Day 14, August 18 - Rules Chair Rudi Sporrer Believes Changes Improved Sport’s Presentation
“I am convinced that we must sell our product, table tennis, 220 times at the national level.”
What initially attracted you to our sport?
Originally, I played Basketball and Volleyball. But I was always fascinated by the variability of the game of table tennis. Finally, I was trapped and changed to this charming sport.
How did you then end up in management, as the General Secretary of the Austrian TTA?
When I was a top player on the national level, I graduated from the University and decided to continue with scientific work. Still I assisted some of our Association’s officials just a few hours per week on a voluntary basis. But soon I found out that sports management with its various aspects was most interesting. And this is the reason why I have been doing this work for about 37 years.
It must certainly have been a fun and exciting time for you overseeing Karl Jindrak and Werner Schlager as they had such success as partners in Men’s Doubles, and also for Werner Schlager to be the last European to win the Men’s Singles title at the World Championships in 2003. Can you share some of the excitement and optimism that were prevailing during that time period?
No doubt that Werner Schlager’s World Champion title in 2003 was also the highlight of my professional career. I will never forget the cheering crowd at the Paris-Bercy stadium and Werner’s very last point that made an Austrian the Men’s World Champion – unimaginable! My feelings were similar toward the European Champion titles of other Austrian players like Liu Jia, Karl Jindrak, Chen Weixing, Daniel Habesohn and Robert Gardos.
Since then your World Champion opened the Werner Schlager Academy in Vienna. How is that working out? Is there some connection between it and the Austrian TTA?
The Werner Schlager Academy is an independent enterprise and company. However, we are co-operating wherever possible and our players and coaches are reaping many benefits from this high performance center.
Karl Jindrak, featured on Day 29, of course, has also continued in the sport professionally as the Director of the ITTF’s Competitions Program. How nice is it to see one of your own athletes progress in the management side of the sport?
I am glad to see that this important branch of the ITTF is managed by a top professional who knows all facets of our sports and its organizational features.
As the Chair of the ITTF Rules Committee, you have had quite a lot of activity during Adham Sharara’s presidency. Were you initially in favor of the reforms? What was your approach?
Actually, I cannot remember a single accepted change in rules that I did not support since I was appointed to chair the Rules Committee. Most of the major changes were necessary in terms of the presentation of table tennis, so the progress was only natural.
It seems that you have quite good relations with President Sharara. Can you comment on the special ties you have with him?
It is true that we have the same approach towards certain matters (not to mention that we have the same fondness for cakes and other sweets).

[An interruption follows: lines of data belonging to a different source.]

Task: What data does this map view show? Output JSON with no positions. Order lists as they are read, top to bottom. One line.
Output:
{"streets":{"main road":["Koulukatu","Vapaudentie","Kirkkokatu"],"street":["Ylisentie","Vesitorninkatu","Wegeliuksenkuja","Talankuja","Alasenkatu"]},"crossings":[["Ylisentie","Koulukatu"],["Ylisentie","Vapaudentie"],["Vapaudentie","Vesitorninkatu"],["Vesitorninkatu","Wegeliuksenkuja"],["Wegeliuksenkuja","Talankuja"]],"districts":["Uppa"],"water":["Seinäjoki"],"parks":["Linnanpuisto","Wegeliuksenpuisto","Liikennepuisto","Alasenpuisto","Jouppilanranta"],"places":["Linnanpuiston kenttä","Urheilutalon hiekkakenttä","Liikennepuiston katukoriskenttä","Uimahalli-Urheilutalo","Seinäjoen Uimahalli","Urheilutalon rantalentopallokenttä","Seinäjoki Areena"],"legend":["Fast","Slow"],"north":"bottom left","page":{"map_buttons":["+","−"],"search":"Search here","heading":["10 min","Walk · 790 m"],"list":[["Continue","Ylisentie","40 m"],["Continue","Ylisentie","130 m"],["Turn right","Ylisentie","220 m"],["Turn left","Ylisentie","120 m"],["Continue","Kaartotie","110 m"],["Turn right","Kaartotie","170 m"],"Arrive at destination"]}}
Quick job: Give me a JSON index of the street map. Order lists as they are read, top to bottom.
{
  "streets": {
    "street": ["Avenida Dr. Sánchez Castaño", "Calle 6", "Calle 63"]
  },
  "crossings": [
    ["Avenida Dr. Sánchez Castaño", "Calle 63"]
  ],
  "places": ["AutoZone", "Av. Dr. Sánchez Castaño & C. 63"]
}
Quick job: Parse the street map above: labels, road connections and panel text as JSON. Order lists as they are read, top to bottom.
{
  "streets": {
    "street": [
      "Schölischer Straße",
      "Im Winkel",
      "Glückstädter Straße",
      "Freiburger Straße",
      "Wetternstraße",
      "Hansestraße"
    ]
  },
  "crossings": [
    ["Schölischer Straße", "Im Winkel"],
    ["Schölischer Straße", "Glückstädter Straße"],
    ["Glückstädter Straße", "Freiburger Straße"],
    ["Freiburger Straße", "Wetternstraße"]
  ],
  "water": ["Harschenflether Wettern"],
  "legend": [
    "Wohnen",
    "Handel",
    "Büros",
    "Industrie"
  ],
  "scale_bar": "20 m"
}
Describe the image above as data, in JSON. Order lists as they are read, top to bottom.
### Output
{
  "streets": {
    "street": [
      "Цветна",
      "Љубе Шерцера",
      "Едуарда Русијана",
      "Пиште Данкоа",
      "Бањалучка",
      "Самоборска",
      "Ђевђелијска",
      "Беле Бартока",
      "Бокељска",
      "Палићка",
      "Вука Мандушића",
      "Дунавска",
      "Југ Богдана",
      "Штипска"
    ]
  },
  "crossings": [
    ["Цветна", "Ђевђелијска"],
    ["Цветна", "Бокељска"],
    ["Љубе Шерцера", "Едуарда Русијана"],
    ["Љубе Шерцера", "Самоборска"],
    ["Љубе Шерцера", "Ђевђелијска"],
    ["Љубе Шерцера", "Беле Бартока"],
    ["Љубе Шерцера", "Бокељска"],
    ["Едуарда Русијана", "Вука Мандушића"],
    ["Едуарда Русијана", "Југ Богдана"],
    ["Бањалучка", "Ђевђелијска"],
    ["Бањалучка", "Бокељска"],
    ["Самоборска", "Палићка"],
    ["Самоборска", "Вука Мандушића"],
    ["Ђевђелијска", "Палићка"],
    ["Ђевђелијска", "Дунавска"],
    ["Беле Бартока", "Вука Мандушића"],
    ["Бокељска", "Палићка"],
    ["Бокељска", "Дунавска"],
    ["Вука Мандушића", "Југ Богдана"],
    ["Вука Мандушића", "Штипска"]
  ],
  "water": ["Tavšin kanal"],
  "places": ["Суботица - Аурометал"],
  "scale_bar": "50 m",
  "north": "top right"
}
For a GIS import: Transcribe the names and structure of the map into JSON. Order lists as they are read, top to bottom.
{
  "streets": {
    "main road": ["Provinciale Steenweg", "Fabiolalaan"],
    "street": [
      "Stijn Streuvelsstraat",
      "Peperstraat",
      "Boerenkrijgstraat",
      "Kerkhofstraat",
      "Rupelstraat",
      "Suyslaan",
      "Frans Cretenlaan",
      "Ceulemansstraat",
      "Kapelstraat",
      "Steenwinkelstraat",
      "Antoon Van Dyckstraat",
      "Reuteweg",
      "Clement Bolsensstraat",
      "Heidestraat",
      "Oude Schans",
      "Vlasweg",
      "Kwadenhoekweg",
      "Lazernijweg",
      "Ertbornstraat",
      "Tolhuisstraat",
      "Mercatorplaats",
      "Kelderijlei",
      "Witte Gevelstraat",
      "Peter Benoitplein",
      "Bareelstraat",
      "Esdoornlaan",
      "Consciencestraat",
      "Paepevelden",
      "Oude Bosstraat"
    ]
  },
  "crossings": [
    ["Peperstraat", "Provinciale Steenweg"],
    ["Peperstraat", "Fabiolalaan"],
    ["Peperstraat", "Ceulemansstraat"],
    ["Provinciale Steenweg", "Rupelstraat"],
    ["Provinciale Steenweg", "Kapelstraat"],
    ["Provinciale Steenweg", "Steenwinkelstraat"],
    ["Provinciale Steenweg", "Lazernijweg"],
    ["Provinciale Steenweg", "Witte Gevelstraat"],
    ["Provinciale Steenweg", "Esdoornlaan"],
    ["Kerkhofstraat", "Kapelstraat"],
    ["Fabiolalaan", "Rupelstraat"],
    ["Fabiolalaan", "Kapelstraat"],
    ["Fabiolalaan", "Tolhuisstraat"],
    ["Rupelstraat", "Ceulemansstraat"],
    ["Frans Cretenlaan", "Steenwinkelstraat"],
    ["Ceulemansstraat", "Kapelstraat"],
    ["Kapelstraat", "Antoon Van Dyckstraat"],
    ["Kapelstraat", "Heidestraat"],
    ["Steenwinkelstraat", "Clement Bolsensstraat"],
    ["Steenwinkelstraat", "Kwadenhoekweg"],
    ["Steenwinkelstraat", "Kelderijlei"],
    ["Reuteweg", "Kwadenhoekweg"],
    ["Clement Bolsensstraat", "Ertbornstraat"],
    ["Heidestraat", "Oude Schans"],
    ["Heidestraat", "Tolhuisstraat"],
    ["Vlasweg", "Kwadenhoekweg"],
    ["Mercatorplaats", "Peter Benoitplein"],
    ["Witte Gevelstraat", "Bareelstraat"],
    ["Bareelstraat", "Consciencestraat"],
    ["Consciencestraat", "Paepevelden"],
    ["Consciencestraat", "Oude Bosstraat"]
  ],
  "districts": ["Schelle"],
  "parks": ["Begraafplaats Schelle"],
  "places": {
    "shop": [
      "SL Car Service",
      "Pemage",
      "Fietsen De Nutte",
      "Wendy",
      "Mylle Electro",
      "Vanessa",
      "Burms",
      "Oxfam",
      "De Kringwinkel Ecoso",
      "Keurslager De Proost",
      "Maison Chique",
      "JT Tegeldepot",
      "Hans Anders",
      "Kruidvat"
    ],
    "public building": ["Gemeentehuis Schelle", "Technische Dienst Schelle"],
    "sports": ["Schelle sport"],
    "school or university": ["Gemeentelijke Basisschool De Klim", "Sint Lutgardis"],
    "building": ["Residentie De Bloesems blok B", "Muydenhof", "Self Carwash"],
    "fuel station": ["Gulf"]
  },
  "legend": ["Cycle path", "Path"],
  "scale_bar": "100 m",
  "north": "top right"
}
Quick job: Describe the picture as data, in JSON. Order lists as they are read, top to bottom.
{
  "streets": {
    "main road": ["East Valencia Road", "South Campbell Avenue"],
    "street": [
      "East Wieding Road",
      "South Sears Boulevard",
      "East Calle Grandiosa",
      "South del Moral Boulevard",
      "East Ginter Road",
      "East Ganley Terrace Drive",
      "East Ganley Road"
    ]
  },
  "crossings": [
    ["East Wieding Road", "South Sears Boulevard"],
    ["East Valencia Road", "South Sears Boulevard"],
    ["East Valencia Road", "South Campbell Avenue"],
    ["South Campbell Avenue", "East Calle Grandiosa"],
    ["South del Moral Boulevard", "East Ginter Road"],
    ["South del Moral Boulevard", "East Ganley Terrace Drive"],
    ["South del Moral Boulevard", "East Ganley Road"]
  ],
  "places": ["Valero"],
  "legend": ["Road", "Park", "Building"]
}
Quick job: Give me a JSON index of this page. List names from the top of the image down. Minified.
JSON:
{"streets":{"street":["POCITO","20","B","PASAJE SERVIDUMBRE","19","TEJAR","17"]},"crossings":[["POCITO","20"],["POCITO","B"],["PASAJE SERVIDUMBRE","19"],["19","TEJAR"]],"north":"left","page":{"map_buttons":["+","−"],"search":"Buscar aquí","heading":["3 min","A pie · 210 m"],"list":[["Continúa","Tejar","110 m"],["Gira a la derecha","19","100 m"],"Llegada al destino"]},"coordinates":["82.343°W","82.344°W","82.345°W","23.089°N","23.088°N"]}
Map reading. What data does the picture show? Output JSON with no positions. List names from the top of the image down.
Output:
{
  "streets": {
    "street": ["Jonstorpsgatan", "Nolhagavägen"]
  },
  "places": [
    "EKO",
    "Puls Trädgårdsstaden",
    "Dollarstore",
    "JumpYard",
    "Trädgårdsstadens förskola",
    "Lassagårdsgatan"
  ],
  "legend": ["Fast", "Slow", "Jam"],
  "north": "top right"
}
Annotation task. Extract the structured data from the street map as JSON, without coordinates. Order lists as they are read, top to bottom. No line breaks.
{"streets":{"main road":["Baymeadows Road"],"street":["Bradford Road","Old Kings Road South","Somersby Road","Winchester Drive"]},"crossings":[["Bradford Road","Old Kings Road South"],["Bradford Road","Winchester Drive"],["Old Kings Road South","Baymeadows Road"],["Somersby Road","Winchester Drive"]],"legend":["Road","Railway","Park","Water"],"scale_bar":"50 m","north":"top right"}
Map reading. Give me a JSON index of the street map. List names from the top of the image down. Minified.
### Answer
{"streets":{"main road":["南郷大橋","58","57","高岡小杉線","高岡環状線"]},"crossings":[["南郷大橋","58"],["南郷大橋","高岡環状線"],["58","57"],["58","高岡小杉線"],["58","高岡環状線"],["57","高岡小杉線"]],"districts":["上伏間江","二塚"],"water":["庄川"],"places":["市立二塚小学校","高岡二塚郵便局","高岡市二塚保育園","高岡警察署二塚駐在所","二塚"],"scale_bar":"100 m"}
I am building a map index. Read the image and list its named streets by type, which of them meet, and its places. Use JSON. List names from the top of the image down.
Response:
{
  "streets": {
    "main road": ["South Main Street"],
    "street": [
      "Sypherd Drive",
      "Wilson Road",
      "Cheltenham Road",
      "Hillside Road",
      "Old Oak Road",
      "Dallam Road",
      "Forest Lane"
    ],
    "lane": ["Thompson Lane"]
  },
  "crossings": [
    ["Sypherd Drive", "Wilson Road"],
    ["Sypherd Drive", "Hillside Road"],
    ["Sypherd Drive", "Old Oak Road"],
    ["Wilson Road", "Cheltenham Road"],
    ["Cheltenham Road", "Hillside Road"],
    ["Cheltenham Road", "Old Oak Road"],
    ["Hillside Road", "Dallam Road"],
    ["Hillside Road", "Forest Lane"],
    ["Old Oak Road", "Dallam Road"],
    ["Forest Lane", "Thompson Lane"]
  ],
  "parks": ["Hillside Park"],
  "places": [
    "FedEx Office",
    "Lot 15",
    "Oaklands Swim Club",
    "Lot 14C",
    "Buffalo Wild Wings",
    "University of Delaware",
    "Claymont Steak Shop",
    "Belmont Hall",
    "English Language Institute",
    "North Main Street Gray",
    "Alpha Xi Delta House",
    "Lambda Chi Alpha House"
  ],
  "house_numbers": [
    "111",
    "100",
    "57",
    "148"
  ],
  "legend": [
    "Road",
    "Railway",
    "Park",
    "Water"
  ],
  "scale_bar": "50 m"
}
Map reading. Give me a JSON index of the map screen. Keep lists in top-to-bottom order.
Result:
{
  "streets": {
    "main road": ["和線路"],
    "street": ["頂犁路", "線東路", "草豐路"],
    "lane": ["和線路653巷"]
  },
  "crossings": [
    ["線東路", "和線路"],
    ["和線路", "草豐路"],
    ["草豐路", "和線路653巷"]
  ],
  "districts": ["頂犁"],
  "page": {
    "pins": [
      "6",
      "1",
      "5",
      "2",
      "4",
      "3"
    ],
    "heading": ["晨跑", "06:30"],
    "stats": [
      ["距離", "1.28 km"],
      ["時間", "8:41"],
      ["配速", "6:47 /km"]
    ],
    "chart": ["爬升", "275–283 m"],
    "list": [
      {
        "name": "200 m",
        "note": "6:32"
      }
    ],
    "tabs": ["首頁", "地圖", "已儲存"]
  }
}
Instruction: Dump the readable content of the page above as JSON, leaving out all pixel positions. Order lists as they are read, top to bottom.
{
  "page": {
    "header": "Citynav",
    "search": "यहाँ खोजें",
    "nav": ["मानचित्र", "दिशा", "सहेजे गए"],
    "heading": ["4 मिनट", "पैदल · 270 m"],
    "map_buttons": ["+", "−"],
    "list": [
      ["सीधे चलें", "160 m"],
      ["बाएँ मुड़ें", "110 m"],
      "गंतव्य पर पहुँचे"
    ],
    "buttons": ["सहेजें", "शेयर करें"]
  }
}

In particular, I highly appreciated his efforts to introduce high-quality standardized table tennis events some 20 years ago. I had the same line of thinking and tried managing the Austrian Open Championships with considerable prize money. Have a look at the ITTF World Tour events – his intention proved to be a full success!
What do you think it will take for TT to move into the TOP 5 IN ALL WE DO?
I am convinced that we must sell our product, table tennis, 220 times at the national level. Each of our 220 member associations of the ITTF has its specific structure, assets and weak points. And the ITTF should provide necessary tools to its members in order to compete with all other sports and leisure activities.
YES, I believe table tennis can make it – if we respect two guidelines: Never be satisfied with the structural level we already have reached and always be ready for necessary changes.
In your opinion, other than echoing the many comments already written about Adham Sharara in the Countdown series, do you have some unique stories or thoughts about the meaningful contributions Adham Sharara has made to the sport / the ITTF during his presidency?
No question that Adham Sharara is the Mastermind of state-of-the-art table tennis. The remarkable progress of our sports during last 15 years shows his signature.
Let me just honestly repeat a statement of my friend Marius Vizer, the President of SportAccord, (association of international sports federations): “Adham Sharara is certainly one of the top personalities at the world sports level. His clear view of all aspects of sports, from marketing to technical details, is indeed unbeatable!”